Around 50 million Azerbaijanis across the world, from the Americas to Australia, are ready to stand together and celebrate International Solidarity Day of Azerbaijanis.
Today marks Solidarity Day, a national holiday in the predominantly Turkic nation located in the South Caucasus, south of Russia and north of Iran, held each December 31. On this day Azerbaijanis celebrate the events, when in 1989 Azerbaijanis living in what was then the Soviet Union and Iran had ended decades of separation and united with their relatives.
In 1989, hundreds of Azerbaijanis flocked from Nakhchivan, an exclave to the southwest of the country’s mainland and bordered by present day Armenia, Iran and Turkey, and dismantled security wires along the Iranian border in a sign of protest against years of separation.
Today roughly 10 million Azerbaijanis live in the Republic of Azerbaijan, the successor to the Azerbaijan Soviet Socialist Republic and the Azerbaijan Democratic Republic – the first independent Azerbaijani Republic that existed for a brief period following the fall of the Russian empire in 1918 and before the Red Army marched southward in April 1920.
The largest number of Azerbaijanis living outside of the Republic of Azerbaijan today is in Iran, which accounts for up to 30 million, according to different sources. Turkey comes in at number two, with 3.3 million; and two million reside in Russia according to data compiled by the State Committee of Azerbaijan for Working with Diaspora.
Around a half a million Azerbaijanis live in Georgia, and almost the same number reside in the United States. Germany, the United Kingdom, Ukraine, Canada, Israel, France, Sweden, the Netherlands, Kazakhstan, Uzbekistan, Turkmenistan, Iraq, Syria, China, Japan and Australia are home to more than two million Azerbaijanis combined.
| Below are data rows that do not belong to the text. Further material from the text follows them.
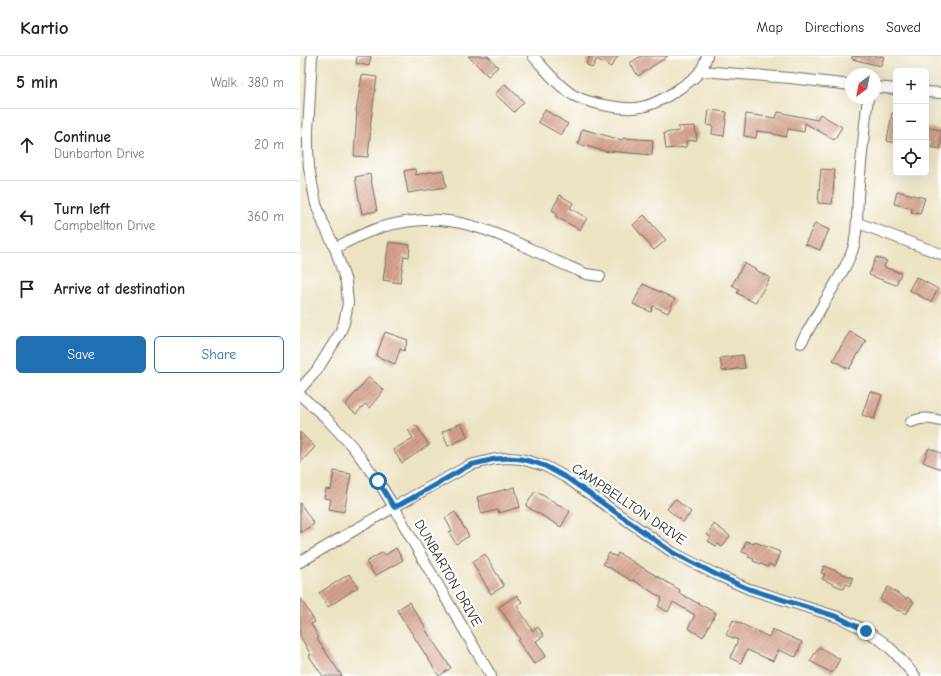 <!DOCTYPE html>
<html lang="en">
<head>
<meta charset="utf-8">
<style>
  :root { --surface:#fff; --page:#f6f6f6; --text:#222; --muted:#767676; --line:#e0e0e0; --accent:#1f6fb2 }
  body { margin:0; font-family:"Comic Neue",sans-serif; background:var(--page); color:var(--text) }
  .controls { position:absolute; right:12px; top:12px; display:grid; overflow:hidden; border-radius:6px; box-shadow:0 4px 16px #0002 }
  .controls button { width:36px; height:36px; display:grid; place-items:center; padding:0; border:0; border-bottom:1px solid var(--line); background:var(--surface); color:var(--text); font:20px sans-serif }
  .compass { position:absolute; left:545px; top:12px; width:36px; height:36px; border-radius:50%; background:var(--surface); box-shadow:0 4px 16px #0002; rotate:212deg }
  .stop { position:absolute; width:12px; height:12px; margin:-9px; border:3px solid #1f6fb2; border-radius:50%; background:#fff }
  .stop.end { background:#1f6fb2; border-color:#fff; box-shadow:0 1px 4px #0008 }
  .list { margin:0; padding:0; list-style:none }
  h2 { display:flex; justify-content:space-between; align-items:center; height:52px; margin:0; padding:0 16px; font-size:17px }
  h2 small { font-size:13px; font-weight:400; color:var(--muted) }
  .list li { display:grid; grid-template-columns:26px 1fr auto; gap:12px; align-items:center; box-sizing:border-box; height:72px; padding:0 16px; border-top:1px solid var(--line) }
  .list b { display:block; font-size:15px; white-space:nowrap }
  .list p { margin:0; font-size:13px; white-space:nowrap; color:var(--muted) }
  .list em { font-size:13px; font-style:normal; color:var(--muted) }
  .actions { display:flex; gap:8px; padding:12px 16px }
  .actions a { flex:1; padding:9px 0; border:1px solid var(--accent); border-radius:6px; text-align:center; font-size:14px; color:var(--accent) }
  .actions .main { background:var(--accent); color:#fff }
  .icon { flex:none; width:22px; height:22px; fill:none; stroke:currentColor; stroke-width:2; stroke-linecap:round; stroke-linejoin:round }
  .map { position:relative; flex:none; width:641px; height:620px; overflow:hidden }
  header { display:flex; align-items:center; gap:24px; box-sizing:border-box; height:56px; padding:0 20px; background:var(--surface); border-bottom:1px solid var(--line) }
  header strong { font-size:19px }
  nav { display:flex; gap:22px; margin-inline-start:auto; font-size:14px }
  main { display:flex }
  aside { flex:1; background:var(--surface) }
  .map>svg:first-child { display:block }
  .building { fill:url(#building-hatch) }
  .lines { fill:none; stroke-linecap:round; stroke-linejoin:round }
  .minor-casing { stroke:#6f6b60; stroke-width:12 }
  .minor { stroke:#fff; stroke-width:10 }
  .route { stroke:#1f6fb2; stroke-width:5 }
  .labels { text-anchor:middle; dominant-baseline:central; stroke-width:4; stroke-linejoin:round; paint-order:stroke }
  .street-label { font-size:14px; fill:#2b2b2b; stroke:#fff }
</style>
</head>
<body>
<header>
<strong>Kartio</strong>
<nav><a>Map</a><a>Directions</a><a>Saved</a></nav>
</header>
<main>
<aside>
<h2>5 min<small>Walk · 380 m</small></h2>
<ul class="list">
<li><svg class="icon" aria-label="ahead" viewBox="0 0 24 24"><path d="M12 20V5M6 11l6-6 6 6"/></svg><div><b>Continue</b><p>Dunbarton Drive</p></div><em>20 m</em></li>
<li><svg class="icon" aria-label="left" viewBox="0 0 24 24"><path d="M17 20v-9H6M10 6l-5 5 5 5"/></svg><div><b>Turn left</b><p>Campbellton Drive</p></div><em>360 m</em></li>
<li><svg class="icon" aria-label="arrive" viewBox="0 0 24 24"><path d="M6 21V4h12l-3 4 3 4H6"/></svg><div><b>Arrive at destination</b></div></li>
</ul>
<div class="actions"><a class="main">Save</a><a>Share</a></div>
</aside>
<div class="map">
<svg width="641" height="620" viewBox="0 0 641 620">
  <defs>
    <pattern id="building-hatch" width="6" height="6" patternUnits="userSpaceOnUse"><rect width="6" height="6" fill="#d5a18b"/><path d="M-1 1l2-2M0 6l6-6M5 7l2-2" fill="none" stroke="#ad8372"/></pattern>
  </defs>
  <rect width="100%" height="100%" fill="#fff"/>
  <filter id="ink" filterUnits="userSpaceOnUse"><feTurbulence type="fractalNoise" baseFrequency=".025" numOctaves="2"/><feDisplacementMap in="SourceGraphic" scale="8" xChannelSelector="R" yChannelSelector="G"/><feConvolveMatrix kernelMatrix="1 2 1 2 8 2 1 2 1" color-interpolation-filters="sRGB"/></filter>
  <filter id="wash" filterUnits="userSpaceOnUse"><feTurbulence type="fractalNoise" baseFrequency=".012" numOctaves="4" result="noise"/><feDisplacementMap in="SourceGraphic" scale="16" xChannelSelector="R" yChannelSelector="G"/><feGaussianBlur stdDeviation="0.9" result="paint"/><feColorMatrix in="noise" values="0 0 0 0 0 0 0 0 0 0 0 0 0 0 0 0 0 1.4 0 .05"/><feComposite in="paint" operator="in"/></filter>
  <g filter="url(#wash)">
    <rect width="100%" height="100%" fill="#ece3c3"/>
    <g id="blocks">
      <g class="building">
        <path d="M 57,0 L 71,0 L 69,10 L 56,7 Z"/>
        <path d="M 168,0 L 188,0 L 198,11 L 188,20 Z"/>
        <path d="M 290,0 L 318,0 L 311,11 L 297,3 L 292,12 L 286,8 Z"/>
        <path d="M 341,0 L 368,0 L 338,20 L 330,7 Z"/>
        <path d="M 552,0 L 584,0 L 581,10 L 552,3 Z"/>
        <path d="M 62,19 L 77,21 L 70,71 L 71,71 L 68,101 L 54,100 L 57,56 L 56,56 Z"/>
        <path d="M 205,28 L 224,46 L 214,56 L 195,38 Z"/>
        <path d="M 245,54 L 268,68 L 261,79 L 238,66 Z"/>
        <path d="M 409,54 L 427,56 L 424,80 L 412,78 L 413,70 L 407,69 Z"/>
        <path d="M 478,56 L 517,64 L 520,58 L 542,71 L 534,84 L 505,67 L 504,76 L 488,73 L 486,81 L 473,78 L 473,77 L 457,75 L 456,82 L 444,80 L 446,58 L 476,62 Z"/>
        <path d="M 592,57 L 596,58 L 596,87 L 587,85 Z"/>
        <path d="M 395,70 L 397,84 L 386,85 L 386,91 L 366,93 L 364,77 L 379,75 L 378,71 Z"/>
        <path d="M 626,71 L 641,74 L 641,93 L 628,91 L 629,86 L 626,86 Z"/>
        <path d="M 282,73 L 322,84 L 323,82 L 353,84 L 352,99 L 308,95 L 308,96 L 278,88 Z"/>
        <path d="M 115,113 L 116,119 L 143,114 L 146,131 L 108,137 L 104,115 Z"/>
        <path d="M 521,113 L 535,114 L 532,148 L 518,147 Z"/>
        <path d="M 70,118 L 77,155 L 62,158 L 55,121 Z"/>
        <path d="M 597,135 L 625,142 L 620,158 L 611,156 L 612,152 L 594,148 Z"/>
        <path d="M 260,139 L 273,147 L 270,152 L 287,162 L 280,174 L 255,160 L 257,157 L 252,154 Z"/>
        <path d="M 344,159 L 366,184 L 354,194 L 333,169 Z"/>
        <path d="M 515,167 L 529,174 L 520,194 L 505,188 Z"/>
        <path d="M 89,186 L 110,189 L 109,201 L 104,200 L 100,227 L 83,224 Z"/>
        <path d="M 576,201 L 587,205 L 584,211 L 601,217 L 596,229 L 569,219 Z"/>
        <path d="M 444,207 L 470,222 L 455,247 L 437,237 L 439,233 L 432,229 Z"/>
        <path d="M 616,221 L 638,233 L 631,246 L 609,234 Z"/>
        <path d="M 343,228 L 375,243 L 368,257 L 353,250 L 351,256 L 333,248 Z"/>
        <path d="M 550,275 L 566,285 L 549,313 L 533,304 Z"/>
        <path d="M 85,276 L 108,284 L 104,295 L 100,293 L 95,308 L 76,300 Z"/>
        <path d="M 443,299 L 445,312 L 422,315 L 420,302 Z"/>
        <path d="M 69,321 L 84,334 L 69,352 L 65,348 L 56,358 L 45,349 Z"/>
        <path d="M 570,335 L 582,339 L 574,363 L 562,359 Z"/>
        <path d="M 161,367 L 168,381 L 148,390 L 142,376 Z"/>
        <path d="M 116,369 L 129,389 L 102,407 L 93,394 L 113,382 L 108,374 Z"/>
        <path d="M 0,376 L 15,391 L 0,407 Z"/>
        <path d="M 629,392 L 641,397 L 641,413 L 623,406 Z"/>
        <path d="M 34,415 L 51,418 L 44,456 L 29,453 L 31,443 L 24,442 L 26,433 L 31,434 Z"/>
        <path d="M 215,431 L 220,451 L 199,457 L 198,454 L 182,458 L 177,441 Z"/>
        <path d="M 235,435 L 270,455 L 261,471 L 226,450 Z"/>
        <path d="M 375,443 L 391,456 L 383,466 L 367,453 Z"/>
        <path d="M 0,447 L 14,468 L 0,477 Z"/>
        <path d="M 155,456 L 169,480 L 156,488 L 149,476 L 152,475 L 145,462 Z"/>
        <path d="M 414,468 L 430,480 L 422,491 L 418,488 L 416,490 L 408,485 L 411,481 L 407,479 Z"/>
        <path d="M 446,485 L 454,488 L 455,486 L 480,496 L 474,511 L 469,508 L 468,511 L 453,505 L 454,503 L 448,501 L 450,499 L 442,496 Z"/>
        <path d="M 96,492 L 103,504 L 75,520 L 66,506 L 83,496 L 85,499 Z"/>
        <path d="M 309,497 L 316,501 L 318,497 L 380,534 L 379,537 L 416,557 L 403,581 L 388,572 L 395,559 L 373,546 L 368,556 L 358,550 L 362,542 L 333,524 L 332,525 L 303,508 Z"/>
        <path d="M 185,498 L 204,530 L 191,538 L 172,506 Z"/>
        <path d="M 524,510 L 553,522 L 550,530 L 546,528 L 544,533 L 522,523 L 525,518 L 521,517 Z"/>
        <path d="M 49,518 L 58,531 L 28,551 L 19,537 Z"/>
        <path d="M 588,531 L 606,543 L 607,541 L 614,546 L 606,558 L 599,554 L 598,555 L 580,543 Z"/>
        <path d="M 217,539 L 222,546 L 217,550 L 233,575 L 238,571 L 244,580 L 236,585 L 246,600 L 234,608 L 218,585 L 220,583 L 199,551 Z"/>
        <path d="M 0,541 L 15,566 L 11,568 L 19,582 L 17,583 L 42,620 L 23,620 L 9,600 L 11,599 L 0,580 Z"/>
        <path d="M 109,546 L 126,572 L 125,573 L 151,612 L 139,620 L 97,554 Z"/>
        <path d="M 433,564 L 469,581 L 472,573 L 502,586 L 496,601 L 478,594 L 473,605 L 447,594 L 441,607 L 430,602 L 438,584 L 426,579 Z"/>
        <path d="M 519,591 L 540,603 L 532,617 L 510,605 Z"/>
      </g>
    </g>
  </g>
  <g filter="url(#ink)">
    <use href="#blocks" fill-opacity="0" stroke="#6f6b60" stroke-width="1"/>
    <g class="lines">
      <defs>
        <g id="minor">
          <path d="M 233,0 C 245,13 257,29 273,39 C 287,47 325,55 341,51 C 353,49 370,39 380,32 C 386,28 397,21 401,14 C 404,10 405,5 407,0"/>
          <path d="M 401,15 L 490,22 L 551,29"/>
          <path d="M 575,31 L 596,33"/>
          <path d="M 626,36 L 641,37"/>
          <path d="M 558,167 L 641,198"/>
          <path d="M 35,192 C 50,184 66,176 82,171 C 101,166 120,163 139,164 C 171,166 200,179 229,192 C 245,200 262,208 279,215 L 286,218 L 300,220"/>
          <path d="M 501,287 C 509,273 516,260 524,247 C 534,229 546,213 553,193 C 558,175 557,157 558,139 C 561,107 564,74 568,42"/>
          <path d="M 0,333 L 17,314 L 40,277 L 44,267 L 48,247 L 46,226 L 35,192 L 24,169 L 16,148 L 9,112 L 8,93 L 8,75 L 12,0"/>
          <path d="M 0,339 L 25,361 L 52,390 L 78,425 L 94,451 L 120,498 L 191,620"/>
          <path d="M 611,366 C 622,361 629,362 641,365"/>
          <path d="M 0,506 L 94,451 L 170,409 L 195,403 L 209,402 L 221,403 L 245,410 L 267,422 L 372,496 L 415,518 L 449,533 L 538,561 C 557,570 577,579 592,594 C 600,602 607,611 615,620"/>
        </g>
      </defs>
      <use href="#minor" class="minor-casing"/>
      <use href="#minor" class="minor"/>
    </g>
  </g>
  <g class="lines" filter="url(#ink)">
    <path class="route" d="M 78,425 L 94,451 L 112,442 L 170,409 L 195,403 L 209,402 L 221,403 L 233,406 L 245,410 L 267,422 L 372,496 L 415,518 L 449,533 L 538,561 L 566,575"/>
  </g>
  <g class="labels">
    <g class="street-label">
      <text transform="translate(329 448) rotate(34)">CAMPBELLTON DRIVE</text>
      <text transform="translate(148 517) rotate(60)">DUNBARTON DRIVE</text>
    </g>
  </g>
</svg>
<div class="controls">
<button>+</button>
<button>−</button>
<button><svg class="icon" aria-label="locate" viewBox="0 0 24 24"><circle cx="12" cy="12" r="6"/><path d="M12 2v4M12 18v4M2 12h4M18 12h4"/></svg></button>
</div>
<svg class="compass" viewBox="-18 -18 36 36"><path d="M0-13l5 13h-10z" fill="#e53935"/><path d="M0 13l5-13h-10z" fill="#767676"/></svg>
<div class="stop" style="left:78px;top:425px"></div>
<div class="stop end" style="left:566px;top:575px"></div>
</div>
</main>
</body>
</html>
“We have never fallen apart, we are always together in our hearts and minds,” Pasha, an Azerbaijani living in Georgia, told Caspian News. “There is a strong bond among hundreds of thousands of Azerbaijanis living here. We feel always ready to help each other, share each other’s good and bad days. This is how we keep our solidarity soul alive far from the motherland,” he said, adding that he plans to travel to Azerbaijan on the eve of Solidarity Day to celebrate it and New Years with friends and family.
In 1993, President Heydar Aliyev signed a decree making December 31 a national holiday.